● **What the exercise asks**: Return exactly the span of lines in the following data that opens with the line containing "display:flex; justify-content:space-between; align-items:center;" and closes with the line containing "flex:none; width:55px; height:55px;". Include nothing else.

Data items:
═══

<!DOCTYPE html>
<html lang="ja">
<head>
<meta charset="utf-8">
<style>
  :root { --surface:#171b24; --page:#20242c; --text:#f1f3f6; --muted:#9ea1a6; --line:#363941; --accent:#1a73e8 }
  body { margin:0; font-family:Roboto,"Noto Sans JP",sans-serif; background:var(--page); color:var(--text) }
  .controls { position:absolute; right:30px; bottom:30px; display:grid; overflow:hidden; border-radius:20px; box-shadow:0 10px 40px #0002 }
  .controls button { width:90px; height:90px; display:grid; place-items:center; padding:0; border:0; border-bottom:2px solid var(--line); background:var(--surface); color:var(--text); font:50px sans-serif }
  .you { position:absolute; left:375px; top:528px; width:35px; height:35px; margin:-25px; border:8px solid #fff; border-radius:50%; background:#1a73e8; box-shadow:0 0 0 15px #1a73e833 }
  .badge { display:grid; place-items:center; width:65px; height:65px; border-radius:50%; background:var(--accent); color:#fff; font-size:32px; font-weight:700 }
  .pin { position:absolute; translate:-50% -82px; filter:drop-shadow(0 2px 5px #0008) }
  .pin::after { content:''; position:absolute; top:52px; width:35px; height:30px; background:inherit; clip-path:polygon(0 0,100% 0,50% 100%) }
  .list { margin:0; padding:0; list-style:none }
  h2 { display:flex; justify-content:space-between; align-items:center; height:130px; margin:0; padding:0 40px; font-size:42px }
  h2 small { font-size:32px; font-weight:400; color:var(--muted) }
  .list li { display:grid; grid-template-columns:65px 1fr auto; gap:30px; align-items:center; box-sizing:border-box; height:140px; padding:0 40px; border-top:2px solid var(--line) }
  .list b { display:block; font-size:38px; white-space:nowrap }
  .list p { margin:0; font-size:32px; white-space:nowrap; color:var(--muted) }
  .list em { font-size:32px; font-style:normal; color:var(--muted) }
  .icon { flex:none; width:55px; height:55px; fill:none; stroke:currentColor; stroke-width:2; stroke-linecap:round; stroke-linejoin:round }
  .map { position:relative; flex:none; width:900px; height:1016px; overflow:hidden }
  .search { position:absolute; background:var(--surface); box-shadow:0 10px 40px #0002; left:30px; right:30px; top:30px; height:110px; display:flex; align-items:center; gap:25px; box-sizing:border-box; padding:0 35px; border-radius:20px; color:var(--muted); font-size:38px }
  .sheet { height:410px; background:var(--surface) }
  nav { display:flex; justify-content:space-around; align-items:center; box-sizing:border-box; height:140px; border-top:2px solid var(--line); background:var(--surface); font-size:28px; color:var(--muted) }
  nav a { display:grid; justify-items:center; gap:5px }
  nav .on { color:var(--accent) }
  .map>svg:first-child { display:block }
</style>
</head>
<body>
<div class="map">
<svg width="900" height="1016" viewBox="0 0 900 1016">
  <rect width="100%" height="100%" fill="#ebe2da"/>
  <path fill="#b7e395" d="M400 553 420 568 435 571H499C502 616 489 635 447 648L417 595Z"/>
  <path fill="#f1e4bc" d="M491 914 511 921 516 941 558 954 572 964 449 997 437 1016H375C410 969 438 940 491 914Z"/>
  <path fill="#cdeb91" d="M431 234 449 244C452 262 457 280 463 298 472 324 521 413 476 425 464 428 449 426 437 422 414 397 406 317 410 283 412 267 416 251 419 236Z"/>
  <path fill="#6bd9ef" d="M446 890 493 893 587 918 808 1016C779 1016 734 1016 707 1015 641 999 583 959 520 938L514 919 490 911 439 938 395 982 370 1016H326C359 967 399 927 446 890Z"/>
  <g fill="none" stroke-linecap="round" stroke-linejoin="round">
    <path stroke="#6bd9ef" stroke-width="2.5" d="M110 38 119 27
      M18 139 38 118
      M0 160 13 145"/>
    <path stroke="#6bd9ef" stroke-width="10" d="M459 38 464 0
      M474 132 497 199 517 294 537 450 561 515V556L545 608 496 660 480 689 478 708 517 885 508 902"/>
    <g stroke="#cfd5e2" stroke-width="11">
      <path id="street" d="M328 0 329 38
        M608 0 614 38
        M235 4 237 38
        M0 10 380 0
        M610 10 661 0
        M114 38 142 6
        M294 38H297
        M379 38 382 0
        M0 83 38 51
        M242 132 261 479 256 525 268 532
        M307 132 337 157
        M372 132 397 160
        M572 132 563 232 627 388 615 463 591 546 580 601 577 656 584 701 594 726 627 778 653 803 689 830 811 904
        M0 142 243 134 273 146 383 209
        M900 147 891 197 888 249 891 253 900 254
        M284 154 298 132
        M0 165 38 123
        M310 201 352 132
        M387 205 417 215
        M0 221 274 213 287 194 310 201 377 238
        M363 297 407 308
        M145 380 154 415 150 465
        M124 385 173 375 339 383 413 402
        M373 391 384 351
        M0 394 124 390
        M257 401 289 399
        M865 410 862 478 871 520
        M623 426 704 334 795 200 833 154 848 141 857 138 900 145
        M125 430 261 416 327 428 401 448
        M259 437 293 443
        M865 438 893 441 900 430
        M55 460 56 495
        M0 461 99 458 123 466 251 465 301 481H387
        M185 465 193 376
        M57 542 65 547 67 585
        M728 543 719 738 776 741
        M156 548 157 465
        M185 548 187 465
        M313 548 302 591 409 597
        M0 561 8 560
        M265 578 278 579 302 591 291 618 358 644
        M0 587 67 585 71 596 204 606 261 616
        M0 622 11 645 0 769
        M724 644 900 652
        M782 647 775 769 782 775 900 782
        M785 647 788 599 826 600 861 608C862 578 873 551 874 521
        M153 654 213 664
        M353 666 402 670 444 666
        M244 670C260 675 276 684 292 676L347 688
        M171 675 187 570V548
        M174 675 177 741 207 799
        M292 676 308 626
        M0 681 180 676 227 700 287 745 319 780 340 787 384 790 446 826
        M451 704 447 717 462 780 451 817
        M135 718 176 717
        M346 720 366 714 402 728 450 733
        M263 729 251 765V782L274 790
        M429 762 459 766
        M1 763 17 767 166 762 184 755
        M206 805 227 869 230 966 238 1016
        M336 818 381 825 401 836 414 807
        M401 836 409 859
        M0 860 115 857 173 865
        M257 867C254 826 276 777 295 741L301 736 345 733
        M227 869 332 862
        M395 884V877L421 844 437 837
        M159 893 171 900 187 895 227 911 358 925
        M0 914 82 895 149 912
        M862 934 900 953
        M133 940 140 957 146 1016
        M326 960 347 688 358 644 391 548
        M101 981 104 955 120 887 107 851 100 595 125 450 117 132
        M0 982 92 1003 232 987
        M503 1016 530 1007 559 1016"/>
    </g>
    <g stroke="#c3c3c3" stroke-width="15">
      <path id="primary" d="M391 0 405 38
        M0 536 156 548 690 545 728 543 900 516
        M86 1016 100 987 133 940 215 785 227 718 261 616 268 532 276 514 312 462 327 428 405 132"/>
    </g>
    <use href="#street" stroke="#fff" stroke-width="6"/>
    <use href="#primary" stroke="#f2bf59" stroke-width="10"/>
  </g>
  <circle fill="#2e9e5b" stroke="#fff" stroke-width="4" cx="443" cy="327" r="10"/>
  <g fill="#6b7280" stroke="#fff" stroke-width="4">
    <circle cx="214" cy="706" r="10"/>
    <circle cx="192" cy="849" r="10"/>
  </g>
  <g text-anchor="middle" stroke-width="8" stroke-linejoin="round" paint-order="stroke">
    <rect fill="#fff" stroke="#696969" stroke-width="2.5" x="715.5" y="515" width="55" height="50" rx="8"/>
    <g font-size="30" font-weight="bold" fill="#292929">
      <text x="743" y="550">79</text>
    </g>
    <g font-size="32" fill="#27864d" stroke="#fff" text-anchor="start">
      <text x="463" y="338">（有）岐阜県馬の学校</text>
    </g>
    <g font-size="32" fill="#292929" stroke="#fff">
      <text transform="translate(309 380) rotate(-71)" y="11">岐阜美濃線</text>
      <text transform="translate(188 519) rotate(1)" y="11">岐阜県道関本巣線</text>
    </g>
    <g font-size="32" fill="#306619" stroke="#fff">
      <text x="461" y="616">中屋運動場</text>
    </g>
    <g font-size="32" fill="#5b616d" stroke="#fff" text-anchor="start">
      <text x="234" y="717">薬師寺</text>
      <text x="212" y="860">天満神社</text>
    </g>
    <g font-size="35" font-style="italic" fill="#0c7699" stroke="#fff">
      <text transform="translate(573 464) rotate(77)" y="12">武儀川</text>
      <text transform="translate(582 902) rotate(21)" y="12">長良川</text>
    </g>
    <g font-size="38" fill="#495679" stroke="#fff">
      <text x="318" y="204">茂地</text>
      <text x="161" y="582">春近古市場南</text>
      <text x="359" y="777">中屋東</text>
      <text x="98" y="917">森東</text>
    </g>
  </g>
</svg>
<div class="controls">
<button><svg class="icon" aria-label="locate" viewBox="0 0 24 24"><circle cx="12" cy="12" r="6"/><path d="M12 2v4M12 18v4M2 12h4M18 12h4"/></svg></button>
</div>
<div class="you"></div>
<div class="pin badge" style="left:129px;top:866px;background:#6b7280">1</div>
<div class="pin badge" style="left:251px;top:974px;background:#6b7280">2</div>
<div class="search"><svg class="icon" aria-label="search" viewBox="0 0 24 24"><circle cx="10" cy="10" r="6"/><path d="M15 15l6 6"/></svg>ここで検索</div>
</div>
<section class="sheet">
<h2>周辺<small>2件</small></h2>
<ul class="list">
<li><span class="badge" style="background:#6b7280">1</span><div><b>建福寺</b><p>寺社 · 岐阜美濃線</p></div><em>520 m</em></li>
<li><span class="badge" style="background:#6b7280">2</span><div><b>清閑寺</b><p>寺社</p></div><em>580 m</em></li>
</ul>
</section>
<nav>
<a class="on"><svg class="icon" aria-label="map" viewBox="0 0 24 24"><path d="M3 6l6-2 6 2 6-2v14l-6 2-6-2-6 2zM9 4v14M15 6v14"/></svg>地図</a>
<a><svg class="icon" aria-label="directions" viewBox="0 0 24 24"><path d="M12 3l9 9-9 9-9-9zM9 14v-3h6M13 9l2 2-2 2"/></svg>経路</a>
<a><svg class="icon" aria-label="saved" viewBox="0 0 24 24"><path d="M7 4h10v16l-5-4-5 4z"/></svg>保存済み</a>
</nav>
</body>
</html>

═══

● **Answer section**:
  h2 { display:flex; justify-content:space-between; align-items:center; height:130px; margin:0; padding:0 40px; font-size:42px }
  h2 small { font-size:32px; font-weight:400; color:var(--muted) }
  .list li { display:grid; grid-template-columns:65px 1fr auto; gap:30px; align-items:center; box-sizing:border-box; height:140px; padding:0 40px; border-top:2px solid var(--line) }
  .list b { display:block; font-size:38px; white-space:nowrap }
  .list p { margin:0; font-size:32px; white-space:nowrap; color:var(--muted) }
  .list em { font-size:32px; font-style:normal; color:var(--muted) }
  .icon { flex:none; width:55px; height:55px; fill:none; stroke:currentColor; stroke-width:2; stroke-linecap:round; stroke-linejoin:round }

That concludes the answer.